Comparable in size to Battle Beasts and MUSCLE men, these figures played off the mentality that they were collectible. As such, the bulk of Z-Bots didn't do anything, as the exciting thing about them was you could get a bunch of them and they were small. I don't expect a lot out of a 1 1/2-inch tall robo creature, which is good because it doesn't do much. The eye stalks are connected, so if you move down one they both move. Each leg is jointed separately, and for identification purposes his feet read "BK CHINA" and "(C) 1993 LGTI", etched in the orange plastic. He has bright yellow tennis-ball like eyes with white teeth, black accents, and a gold - uh - elbow... shoulder... thing. It's a bizarre little monster, is what I'm saying, and it really is pretty worthwhile despite the fact that all this figure can do is stand around and judge you, staring with its big yellow eyes. Its primary value is as a collectible, although if you bought the few vehicles or playsets the figure had a little more he could do.
I saw these guys and their often mind-bendingly awful names in Galoob catalogs, so I was pretty pumped to see them in a sack with a burger, soda, and french fries.
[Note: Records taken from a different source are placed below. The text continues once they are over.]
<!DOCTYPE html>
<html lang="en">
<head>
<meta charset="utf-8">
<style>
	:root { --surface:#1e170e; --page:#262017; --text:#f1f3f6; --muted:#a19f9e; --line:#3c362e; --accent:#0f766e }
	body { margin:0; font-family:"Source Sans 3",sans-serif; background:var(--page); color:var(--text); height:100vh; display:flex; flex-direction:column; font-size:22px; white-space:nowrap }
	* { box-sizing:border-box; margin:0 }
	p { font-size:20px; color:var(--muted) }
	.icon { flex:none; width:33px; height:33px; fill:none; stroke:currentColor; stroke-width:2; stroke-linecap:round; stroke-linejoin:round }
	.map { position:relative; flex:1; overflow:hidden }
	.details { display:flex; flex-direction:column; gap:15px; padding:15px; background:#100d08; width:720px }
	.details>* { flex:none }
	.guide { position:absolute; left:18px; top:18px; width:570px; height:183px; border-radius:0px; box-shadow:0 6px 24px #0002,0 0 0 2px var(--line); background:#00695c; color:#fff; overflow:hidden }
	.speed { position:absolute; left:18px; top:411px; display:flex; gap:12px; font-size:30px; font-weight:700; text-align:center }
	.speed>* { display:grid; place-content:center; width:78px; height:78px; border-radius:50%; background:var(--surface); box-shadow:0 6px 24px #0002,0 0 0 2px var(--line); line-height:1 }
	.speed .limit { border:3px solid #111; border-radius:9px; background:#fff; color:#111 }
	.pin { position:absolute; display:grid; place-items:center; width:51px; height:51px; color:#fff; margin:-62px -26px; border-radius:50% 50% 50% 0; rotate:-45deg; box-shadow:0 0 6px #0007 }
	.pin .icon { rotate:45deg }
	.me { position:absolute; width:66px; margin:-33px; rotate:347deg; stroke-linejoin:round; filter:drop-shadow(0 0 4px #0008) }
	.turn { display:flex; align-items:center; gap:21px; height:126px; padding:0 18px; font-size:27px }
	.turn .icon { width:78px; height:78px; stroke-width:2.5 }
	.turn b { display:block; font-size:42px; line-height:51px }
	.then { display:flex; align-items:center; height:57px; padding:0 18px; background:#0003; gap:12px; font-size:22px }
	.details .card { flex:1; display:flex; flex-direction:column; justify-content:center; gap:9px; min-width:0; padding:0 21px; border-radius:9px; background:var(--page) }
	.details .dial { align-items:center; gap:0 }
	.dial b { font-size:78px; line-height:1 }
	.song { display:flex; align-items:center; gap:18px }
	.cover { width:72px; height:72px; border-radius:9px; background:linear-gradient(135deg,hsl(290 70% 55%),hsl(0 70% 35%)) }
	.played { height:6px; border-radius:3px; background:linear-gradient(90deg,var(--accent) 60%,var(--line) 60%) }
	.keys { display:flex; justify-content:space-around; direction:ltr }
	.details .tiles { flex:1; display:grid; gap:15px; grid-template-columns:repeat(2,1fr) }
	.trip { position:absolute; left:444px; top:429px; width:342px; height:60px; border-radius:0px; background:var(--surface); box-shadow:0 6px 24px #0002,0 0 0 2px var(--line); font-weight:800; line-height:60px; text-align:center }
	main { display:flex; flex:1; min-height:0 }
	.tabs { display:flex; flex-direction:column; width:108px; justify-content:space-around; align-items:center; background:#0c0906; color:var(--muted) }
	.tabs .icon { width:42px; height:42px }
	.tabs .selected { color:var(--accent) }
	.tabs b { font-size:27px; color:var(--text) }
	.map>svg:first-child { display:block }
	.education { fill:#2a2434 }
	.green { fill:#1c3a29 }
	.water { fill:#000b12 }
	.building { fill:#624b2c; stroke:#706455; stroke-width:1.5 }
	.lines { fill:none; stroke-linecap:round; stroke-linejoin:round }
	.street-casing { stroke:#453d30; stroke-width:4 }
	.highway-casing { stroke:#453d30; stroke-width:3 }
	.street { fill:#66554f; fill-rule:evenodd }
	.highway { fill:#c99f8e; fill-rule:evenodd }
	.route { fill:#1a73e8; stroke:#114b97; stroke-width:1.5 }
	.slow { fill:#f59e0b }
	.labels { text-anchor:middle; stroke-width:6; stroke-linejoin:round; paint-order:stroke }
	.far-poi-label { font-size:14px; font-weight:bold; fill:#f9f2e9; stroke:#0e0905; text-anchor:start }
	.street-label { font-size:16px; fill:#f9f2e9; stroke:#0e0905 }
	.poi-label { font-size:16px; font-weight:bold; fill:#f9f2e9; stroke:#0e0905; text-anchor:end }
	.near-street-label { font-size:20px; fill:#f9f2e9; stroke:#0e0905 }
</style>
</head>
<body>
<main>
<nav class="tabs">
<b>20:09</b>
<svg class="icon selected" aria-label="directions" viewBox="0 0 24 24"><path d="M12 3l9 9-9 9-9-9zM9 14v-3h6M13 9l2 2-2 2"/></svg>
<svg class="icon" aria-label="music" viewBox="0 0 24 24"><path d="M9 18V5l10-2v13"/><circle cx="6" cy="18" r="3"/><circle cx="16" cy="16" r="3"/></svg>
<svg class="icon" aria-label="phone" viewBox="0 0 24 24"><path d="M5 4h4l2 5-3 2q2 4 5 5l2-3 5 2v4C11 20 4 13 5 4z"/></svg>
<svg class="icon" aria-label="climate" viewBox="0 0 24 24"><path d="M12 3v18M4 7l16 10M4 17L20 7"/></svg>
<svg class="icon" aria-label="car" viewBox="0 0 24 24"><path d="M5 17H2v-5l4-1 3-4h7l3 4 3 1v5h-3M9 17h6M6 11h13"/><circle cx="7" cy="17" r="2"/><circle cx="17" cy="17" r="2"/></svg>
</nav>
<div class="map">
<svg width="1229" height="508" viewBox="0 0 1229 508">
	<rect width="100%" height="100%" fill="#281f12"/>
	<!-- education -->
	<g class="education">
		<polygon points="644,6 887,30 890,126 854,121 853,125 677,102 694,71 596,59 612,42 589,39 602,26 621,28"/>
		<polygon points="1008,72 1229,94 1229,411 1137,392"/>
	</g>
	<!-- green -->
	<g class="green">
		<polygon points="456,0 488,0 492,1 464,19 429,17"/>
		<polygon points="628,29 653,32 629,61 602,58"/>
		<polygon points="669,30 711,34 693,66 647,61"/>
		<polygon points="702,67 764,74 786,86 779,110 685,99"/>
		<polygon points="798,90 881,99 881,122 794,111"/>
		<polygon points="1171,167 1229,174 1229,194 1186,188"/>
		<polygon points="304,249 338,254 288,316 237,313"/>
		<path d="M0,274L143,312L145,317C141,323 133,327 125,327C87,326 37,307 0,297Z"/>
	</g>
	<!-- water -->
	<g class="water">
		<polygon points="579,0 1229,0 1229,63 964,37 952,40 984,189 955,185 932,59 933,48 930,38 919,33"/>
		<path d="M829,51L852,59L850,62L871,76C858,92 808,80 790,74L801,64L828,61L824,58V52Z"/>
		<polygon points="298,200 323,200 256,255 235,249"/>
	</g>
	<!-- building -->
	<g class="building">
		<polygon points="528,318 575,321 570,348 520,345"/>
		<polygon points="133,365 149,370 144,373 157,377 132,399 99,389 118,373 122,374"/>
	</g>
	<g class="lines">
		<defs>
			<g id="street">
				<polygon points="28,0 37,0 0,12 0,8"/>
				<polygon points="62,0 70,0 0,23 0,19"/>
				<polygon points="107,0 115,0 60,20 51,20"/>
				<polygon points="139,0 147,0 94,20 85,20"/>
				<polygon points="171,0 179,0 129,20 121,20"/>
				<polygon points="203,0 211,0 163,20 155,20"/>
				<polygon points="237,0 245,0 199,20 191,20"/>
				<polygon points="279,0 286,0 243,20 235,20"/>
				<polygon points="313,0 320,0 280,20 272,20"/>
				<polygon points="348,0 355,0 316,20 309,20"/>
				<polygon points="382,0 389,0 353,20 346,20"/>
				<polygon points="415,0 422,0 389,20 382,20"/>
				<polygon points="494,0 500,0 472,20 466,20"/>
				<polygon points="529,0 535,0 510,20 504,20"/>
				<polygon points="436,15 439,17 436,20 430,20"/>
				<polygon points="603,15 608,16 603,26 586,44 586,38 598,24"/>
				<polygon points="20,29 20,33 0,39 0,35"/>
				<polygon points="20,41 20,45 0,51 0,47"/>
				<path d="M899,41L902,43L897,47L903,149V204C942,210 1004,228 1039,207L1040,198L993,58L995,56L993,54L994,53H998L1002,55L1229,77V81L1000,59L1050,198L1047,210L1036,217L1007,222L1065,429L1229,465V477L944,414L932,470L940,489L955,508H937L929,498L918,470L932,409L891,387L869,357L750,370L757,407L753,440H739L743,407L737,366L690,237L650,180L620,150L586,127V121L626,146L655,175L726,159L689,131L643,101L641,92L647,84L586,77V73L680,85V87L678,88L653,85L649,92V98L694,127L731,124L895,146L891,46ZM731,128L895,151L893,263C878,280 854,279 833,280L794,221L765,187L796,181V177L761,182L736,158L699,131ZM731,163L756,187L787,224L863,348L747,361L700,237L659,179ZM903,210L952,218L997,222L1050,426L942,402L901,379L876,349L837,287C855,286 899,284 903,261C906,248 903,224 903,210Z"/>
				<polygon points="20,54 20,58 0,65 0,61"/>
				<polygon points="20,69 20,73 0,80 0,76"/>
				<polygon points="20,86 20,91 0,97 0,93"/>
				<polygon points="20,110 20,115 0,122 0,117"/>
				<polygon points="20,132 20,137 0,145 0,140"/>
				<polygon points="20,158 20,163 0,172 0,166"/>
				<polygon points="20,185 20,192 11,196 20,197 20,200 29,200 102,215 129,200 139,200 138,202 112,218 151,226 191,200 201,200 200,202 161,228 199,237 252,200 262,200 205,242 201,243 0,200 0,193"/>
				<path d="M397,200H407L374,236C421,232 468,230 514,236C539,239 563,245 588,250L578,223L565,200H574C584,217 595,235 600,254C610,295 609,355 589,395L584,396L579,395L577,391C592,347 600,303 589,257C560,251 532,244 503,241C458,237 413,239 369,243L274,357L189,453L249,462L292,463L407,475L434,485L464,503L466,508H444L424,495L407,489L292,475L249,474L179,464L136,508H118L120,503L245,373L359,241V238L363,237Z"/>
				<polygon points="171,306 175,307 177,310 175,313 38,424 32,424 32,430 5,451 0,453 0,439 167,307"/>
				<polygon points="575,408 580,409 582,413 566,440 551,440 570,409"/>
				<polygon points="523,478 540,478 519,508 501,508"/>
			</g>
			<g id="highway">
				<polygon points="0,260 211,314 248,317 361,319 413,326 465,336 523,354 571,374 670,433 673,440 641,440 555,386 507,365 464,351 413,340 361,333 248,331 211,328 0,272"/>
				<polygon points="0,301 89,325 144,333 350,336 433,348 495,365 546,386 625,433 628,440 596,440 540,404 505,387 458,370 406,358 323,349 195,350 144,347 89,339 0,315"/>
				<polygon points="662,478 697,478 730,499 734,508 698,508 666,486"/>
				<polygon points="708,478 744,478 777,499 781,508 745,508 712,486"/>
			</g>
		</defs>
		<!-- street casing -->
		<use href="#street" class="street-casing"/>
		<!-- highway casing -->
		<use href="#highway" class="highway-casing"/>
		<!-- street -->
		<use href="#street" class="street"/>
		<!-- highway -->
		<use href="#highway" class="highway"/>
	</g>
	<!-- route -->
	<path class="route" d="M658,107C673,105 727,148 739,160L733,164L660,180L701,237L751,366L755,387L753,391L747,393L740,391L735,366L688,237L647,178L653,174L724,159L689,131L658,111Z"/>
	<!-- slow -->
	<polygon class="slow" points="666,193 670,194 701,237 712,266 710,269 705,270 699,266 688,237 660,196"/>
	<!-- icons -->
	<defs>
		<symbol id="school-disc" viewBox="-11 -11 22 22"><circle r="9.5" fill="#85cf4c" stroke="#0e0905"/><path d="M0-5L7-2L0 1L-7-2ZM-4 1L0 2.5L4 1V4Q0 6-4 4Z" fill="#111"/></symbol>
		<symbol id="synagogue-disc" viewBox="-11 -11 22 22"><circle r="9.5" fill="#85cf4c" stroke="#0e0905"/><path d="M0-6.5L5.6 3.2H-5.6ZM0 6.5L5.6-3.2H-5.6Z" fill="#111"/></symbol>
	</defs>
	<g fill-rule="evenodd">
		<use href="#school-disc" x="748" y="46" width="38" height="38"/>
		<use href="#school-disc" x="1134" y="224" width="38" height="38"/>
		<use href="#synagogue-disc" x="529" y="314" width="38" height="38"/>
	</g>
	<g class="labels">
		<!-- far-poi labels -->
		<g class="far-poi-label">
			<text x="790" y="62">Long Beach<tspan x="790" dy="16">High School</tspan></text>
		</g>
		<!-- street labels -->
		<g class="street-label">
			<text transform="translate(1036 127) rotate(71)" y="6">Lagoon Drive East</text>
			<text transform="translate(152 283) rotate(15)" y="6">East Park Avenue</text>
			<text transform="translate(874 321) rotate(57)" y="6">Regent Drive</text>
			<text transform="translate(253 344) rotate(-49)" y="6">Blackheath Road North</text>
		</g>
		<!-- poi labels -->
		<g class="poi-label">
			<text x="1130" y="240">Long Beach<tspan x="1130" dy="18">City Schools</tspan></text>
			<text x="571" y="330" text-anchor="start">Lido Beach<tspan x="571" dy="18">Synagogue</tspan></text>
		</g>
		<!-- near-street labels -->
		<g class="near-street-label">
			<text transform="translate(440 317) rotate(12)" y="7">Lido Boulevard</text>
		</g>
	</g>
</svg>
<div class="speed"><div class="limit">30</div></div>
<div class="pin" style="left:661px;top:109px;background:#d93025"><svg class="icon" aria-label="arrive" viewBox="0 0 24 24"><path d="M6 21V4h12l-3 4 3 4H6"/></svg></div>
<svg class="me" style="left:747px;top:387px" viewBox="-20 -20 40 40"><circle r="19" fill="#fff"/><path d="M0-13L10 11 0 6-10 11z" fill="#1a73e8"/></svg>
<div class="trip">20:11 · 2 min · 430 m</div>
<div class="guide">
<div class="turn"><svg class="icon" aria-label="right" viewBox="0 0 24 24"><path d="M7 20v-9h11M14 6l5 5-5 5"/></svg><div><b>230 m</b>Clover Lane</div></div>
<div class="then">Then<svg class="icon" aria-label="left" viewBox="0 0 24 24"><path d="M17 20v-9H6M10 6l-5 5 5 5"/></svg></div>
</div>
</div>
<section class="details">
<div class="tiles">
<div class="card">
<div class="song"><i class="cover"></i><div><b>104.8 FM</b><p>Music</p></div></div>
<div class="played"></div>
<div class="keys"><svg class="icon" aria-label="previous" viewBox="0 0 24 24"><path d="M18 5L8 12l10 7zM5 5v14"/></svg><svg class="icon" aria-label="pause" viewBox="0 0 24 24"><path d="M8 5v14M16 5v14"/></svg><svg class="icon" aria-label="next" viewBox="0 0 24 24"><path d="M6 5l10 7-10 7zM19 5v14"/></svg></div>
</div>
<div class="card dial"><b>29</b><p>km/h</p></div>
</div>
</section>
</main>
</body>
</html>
The entire set is quite good - and yes, we will be covering them all here - with 3 heroic "Z-Bots" and 2 evil "Voids." Jawbreaker here is a Void, as you can see with the "V" symbol on the chest because every good toy collector knows that the best 1980s toy lines are basically thinly veiled plastic gang warfare.
Today these are worth about $1-$2, and I think that fans of smaller collectible creatures would very much dig them. Compared to SLUG Zombies, MUSCLE, Monster in my Pocket, and the like they're quite impressive, and I'd say they're roughly on par with Battle Beasts in terms of quality. The paint jobs are largely very good, the size is decent, and the price is right. If this quintet was sold as an indie line on Kickstarter, I'm sure it'd be $20-$30. As such, go ahead and get a handful of them for $10. Oh, and there's supposedly a KFC set, but I don't recall ever having seen them during their release. For those seeking additional information on this line, kindly check out the names of the 3-packs. They're terrible. You got 3 figures in a box with names like "Pul," "Voriz," and "Or" and all three of them merge for a combined mode called "Pulvorizor," which I assume was named by the marketing department of the Sirius Cybernetics Corporation.
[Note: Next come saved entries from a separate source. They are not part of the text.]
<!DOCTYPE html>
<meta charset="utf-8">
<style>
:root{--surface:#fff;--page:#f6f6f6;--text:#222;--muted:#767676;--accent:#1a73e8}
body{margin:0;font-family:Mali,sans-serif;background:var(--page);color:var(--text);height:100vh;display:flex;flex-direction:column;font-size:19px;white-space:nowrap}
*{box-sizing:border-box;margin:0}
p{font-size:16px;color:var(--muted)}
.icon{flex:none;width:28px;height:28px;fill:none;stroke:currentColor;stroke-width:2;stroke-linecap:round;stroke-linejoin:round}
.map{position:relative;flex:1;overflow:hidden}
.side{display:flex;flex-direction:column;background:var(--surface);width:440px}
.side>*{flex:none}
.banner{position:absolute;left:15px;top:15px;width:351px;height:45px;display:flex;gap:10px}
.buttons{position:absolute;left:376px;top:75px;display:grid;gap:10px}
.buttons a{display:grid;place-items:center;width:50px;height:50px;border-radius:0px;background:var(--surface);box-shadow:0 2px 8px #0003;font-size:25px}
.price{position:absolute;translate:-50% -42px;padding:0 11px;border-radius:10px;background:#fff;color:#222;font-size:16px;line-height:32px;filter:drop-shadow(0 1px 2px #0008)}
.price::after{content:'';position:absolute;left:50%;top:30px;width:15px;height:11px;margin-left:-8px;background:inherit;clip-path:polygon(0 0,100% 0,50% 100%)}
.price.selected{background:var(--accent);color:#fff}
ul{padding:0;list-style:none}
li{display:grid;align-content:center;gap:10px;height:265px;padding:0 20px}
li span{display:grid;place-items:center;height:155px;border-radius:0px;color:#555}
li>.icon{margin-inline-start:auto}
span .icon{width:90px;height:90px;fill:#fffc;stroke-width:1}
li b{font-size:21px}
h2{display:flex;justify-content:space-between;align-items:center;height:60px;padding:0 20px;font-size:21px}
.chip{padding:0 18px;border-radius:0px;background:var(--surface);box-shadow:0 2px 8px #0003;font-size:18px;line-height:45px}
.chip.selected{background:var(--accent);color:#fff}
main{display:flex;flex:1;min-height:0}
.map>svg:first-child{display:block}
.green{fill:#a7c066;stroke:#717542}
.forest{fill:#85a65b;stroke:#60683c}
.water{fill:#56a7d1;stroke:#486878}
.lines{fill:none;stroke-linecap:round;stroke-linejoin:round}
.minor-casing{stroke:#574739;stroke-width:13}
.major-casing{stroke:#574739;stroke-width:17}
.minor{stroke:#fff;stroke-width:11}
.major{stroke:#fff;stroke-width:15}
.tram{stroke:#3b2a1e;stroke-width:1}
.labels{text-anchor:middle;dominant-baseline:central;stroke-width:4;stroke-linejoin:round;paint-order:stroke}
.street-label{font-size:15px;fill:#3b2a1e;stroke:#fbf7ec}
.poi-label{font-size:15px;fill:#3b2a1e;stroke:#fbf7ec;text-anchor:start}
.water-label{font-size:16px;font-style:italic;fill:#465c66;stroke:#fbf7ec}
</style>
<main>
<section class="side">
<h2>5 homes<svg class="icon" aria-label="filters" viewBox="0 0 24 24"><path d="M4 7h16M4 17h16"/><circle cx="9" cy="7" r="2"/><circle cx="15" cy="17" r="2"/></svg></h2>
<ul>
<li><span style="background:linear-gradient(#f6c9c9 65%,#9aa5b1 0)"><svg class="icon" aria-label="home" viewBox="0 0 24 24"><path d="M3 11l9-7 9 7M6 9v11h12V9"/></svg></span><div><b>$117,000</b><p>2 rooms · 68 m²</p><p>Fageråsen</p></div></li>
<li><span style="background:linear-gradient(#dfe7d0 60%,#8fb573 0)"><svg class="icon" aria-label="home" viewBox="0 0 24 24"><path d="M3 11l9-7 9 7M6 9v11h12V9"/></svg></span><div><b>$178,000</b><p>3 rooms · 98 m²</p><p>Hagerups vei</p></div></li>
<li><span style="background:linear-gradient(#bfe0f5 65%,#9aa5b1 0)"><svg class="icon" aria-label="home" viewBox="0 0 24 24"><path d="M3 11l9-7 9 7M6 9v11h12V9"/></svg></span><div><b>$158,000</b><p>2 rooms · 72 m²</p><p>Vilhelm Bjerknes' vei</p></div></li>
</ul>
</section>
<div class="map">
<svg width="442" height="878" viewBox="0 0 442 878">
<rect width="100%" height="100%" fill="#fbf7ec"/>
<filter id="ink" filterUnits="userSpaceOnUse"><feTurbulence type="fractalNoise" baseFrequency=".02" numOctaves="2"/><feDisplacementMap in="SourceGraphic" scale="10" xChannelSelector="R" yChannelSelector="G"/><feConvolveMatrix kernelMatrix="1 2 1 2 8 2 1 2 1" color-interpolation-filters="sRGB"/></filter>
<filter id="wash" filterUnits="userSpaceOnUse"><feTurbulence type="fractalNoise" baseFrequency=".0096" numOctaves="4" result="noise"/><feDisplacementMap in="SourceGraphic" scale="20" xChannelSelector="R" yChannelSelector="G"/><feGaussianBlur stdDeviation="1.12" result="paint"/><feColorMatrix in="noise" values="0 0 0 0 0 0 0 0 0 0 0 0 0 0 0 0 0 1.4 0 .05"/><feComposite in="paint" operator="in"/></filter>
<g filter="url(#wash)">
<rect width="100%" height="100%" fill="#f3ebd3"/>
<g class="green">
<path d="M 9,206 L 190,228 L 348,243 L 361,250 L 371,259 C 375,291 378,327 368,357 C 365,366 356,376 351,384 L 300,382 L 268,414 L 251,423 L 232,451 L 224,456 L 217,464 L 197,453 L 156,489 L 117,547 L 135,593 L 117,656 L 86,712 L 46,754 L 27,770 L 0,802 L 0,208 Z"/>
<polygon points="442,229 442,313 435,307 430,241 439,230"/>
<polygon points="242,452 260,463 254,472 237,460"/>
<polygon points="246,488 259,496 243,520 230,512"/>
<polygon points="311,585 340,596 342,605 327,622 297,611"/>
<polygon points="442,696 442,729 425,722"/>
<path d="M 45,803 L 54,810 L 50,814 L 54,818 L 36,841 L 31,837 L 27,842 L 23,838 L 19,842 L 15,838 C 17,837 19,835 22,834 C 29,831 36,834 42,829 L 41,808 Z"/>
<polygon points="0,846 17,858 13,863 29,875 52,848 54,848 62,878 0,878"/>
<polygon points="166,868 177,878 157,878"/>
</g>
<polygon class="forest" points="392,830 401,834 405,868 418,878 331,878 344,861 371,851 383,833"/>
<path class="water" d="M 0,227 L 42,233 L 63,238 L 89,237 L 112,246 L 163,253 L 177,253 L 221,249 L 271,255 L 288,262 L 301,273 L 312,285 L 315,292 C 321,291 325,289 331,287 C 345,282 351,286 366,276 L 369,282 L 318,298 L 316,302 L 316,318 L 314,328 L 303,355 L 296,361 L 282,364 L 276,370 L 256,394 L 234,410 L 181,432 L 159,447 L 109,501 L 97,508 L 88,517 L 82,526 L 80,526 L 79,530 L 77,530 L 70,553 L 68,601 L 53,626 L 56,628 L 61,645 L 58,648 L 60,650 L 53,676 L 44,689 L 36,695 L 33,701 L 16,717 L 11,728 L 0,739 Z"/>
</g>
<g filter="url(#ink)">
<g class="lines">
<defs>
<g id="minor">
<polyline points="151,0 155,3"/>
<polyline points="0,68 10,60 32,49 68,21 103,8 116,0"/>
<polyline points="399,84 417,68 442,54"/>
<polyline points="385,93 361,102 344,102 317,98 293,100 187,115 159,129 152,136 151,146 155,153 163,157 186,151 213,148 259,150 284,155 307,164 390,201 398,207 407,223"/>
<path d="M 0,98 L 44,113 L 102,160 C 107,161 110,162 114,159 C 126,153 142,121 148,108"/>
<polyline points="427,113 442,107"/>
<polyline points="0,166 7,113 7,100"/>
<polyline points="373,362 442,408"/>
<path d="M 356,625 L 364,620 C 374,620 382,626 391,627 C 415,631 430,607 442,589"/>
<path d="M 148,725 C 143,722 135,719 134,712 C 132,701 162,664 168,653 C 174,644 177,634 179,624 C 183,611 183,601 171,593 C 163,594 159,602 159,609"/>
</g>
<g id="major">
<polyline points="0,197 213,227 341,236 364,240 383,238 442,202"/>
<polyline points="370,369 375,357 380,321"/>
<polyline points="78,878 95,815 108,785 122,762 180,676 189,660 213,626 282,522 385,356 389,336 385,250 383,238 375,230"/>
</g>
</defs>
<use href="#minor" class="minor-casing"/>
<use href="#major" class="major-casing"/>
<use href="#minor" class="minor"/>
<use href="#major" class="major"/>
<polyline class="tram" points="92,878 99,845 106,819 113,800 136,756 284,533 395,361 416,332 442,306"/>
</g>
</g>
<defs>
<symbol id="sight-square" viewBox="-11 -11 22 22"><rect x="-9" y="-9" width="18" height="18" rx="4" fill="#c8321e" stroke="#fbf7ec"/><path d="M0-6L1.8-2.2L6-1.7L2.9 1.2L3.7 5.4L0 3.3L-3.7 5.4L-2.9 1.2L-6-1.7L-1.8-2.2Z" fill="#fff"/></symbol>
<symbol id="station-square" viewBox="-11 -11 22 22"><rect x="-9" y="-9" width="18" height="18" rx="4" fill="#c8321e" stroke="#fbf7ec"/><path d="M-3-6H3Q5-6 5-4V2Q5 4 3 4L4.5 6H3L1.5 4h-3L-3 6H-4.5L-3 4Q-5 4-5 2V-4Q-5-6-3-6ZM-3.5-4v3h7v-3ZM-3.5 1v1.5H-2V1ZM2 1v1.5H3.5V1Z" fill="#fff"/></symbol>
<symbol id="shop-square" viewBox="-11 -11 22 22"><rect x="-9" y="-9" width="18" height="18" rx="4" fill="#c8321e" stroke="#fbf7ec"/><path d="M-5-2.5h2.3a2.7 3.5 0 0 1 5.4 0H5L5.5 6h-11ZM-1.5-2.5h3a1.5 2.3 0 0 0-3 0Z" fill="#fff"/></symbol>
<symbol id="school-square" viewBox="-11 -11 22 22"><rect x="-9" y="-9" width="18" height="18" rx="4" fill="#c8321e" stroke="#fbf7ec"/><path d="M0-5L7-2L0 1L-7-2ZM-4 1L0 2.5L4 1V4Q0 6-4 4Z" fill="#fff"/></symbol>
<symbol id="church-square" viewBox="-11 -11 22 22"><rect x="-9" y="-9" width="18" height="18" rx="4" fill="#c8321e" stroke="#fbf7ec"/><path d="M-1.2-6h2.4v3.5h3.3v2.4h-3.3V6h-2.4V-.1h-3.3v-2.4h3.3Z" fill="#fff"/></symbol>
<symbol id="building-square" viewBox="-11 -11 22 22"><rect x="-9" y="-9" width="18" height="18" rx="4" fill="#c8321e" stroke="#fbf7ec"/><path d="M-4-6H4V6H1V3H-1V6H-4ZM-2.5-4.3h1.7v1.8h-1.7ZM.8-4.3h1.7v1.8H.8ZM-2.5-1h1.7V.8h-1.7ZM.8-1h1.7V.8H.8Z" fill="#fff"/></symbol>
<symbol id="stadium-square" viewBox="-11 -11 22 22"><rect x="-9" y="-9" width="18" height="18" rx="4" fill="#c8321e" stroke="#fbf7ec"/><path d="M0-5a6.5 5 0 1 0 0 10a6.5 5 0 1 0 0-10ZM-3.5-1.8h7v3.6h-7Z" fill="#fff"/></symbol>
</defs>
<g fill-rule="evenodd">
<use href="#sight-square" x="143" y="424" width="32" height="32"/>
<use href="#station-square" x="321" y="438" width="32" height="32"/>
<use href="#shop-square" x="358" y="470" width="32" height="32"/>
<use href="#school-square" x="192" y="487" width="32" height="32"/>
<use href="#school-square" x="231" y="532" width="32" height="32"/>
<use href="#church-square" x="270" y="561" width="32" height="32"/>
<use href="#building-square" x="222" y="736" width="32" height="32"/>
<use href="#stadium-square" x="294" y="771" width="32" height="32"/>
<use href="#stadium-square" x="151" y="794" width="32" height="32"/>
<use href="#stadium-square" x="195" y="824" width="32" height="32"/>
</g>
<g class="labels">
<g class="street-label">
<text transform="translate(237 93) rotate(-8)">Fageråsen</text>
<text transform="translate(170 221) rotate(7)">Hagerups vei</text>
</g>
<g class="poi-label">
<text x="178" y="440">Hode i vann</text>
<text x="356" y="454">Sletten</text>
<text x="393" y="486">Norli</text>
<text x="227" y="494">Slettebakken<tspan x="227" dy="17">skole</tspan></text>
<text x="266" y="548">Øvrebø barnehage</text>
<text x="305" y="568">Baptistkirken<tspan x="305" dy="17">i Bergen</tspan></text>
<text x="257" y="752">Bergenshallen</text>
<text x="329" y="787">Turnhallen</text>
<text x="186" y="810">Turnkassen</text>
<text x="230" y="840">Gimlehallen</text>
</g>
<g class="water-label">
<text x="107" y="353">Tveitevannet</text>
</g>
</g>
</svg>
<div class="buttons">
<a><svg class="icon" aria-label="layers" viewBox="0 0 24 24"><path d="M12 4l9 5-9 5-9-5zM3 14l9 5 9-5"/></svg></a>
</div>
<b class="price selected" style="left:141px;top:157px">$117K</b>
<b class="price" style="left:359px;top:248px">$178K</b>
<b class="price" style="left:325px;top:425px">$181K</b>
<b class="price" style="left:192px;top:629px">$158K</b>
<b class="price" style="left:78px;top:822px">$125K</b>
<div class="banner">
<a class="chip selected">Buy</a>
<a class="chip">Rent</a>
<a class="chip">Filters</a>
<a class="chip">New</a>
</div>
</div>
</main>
This line is odd in that I've held on to it and took very good care of them yet have no particularly strong attachment to them. They came out in an era where I was increasingly aware of how the toy business works and when the magic is gone, the toys transition away from your plastic pals who are fun to be with into collectible objects. Since these lacked traditional toy features, they tended to just sit around and be carefully stored up until late 2011 when I took these photographs. I like it bunches, but it never got any play time and well, he's sitting on my desk today and I wrote this article a couple months back. So he's cool.